Recueil de décisions du Président Geoff Regan 2015 - 2019
Le processus législatif / Forme des projets de loi
Projets de loi omnibus : demande en vertu de l’article 69.1 du Règlement
Débats, p. 15094–15095
Contexte
Le 31 octobre 2017, Candice Bergen (Portage—Lisgar) invoque le Règlement au sujet du projet de loi C-56, Loi modifiant la Loi sur le système correctionnel et la mise en liberté sous condition et la Loi sur l’abolition de la libération anticipée des criminels[1]. Elle soutient que le projet de loi compte deux parties, l’une sur l’isolement préventif et l’autre sur la libération conditionnelle, qui devraient faire l’objet de votes distincts en vertu de l’article 69.1 du Règlement. Il s’agit du premier recours à cet article depuis son adoption en juin 2017.
Résolution
Le 7 novembre 2017, le Président rend sa décision. Il note que le pouvoir de la présidence de diviser les questions complexes est depuis longtemps établi dans la pratique parlementaire canadienne, mais seulement pour diviser des motions. Il explique donc comment il entend faire usage des nouveaux pouvoirs que lui confère le Règlement en s’inspirant des exemples antérieurs de division de motions. Le Président affirme qu’il s’agit de déterminer si les sujets qui font l’objet du projet de loi ont si peu en commun qu’il serait justifié de les mettre aux voix séparément. Il confirme que les deux parties relevées par Mme Bergen sont effectivement deux mesures distinctes, mais qu’elles relèvent ultimement de la même loi. De plus, le projet de loi dans son ensemble porte sur le traitement des délinquants. Il n’y a donc pas lieu que ces parties fassent l’objet de votes distincts.
Décision de la présidence
Le Président : Je suis maintenant prêt à me prononcer sur le rappel au Règlement soulevé le 31 octobre 2017 par l’honorable leader de l’opposition à la Chambre au sujet de l’application du nouvel article 69.1 du Règlement au projet de loi C-56, Loi modifiant la Loi sur le système correctionnel et la mise en liberté sous condition et la Loi sur l’abolition de la libération anticipée des criminels.

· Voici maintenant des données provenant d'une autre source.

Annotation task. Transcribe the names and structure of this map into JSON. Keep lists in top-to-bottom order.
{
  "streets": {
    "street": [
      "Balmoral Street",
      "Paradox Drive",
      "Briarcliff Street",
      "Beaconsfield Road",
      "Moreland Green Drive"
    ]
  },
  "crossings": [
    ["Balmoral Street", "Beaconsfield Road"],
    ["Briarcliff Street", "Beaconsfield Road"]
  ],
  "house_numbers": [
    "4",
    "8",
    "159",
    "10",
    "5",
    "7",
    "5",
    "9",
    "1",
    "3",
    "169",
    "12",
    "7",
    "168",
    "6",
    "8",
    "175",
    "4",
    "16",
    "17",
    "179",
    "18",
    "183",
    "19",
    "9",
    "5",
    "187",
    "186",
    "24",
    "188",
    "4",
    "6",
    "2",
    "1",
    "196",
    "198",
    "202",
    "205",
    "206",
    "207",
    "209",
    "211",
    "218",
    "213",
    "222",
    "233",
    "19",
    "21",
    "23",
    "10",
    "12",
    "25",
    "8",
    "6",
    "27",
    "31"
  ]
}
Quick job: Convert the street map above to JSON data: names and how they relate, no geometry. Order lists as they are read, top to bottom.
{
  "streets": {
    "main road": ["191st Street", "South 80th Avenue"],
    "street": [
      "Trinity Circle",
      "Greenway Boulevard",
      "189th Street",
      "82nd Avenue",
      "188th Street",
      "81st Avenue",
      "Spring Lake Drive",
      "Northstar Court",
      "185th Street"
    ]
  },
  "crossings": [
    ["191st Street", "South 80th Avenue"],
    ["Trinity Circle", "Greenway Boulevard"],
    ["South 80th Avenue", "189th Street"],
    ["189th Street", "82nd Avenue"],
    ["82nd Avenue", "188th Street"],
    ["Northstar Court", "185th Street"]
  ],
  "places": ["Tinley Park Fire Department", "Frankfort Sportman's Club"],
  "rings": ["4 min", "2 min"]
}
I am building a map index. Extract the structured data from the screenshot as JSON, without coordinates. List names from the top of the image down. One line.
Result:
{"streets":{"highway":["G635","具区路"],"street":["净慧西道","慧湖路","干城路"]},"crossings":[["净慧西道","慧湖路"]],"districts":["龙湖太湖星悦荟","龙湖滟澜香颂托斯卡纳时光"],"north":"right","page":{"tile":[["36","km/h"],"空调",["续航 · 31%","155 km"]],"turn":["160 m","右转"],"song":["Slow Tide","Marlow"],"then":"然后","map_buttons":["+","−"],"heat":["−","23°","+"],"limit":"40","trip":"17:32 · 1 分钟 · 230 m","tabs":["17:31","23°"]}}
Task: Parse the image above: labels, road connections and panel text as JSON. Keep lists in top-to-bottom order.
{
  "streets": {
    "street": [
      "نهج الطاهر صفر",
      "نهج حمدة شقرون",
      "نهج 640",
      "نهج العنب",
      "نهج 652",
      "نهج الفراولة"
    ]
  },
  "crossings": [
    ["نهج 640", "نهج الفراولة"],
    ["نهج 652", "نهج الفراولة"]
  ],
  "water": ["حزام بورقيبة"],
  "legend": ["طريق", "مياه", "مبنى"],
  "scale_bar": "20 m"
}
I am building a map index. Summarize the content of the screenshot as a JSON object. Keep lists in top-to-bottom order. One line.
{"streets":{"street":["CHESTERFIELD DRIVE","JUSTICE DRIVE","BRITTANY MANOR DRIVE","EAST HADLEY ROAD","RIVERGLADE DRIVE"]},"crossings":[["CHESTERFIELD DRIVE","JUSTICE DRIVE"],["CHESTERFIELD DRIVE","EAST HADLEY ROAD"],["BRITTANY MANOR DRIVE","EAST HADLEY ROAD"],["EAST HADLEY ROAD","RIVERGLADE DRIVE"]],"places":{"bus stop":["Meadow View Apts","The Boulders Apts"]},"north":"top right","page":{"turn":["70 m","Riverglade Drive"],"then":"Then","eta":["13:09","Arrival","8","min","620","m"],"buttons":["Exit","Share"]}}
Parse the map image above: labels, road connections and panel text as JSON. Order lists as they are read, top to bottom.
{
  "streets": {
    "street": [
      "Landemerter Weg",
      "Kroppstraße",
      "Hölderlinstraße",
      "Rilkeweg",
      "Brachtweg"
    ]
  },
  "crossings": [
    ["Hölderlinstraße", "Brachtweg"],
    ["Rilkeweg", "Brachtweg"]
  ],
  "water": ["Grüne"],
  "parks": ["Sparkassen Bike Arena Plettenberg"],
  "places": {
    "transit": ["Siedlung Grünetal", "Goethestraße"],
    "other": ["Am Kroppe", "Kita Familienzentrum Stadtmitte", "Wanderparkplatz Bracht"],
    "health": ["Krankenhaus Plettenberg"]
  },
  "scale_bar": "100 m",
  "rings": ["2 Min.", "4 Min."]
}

Je remercie l’honorable leader de l’opposition à la Chambre d’avoir soulevé la question, ainsi que l’honorable député de New Westminster—Burnaby de ses observations.
La leader de l’opposition à la Chambre soutient que deux parties du projet de loi C-56 devraient être séparées en vertu de l’article 69.1 du Règlement. Une partie modifie la Loi sur le système correctionnel et la mise en liberté sous condition afin de régler certains problèmes liés à l’isolement préventif. L’autre partie modifie la Loi sur l’abolition de la libération anticipée des criminels et concerne la procédure d’examen expéditif visant certains délinquants. La leader de l’opposition à la Chambre fait valoir que ces deux questions n’ont rien en commun et elle invite donc la présidence à les diviser aux fins du vote.
L’honorable député de New Westminster—Burnaby souscrit à ces arguments et il a souligné que la division de ces questions aux fins du vote permettrait aux députés de mieux représenter leurs électeurs.
Les députés se rappelleront que la Chambre a adopté une série de modifications au Règlement le 20 juin 2017. Puisque c’est la première fois que la présidence est appelée à rendre une décision fondée sur cette nouvelle disposition, j’aimerais apporter quelques précisions sur son application. L’article 69.1(1) du Règlement est ainsi libellé :
Lorsqu’un projet de loi émanant du gouvernement vise à modifier, à abroger ou à édicter plus d’une loi dans les cas où le projet de loi n’a aucun fil directeur ou porte sur des sujets qui n’ont rien en commun les uns avec les autres, le Président peut diviser les questions, aux fins du vote, sur toute motion tendant à la deuxième lecture et au renvoi à un comité et à la troisième lecture et l’adoption du projet de loi. Le Président peut combiner des articles du projet de loi thématiquement et mettre aux voix les questions susmentionnées sur chacun de ces groupes d’articles séparément, pourvu qu’un seul débat soit tenu pour chaque étape.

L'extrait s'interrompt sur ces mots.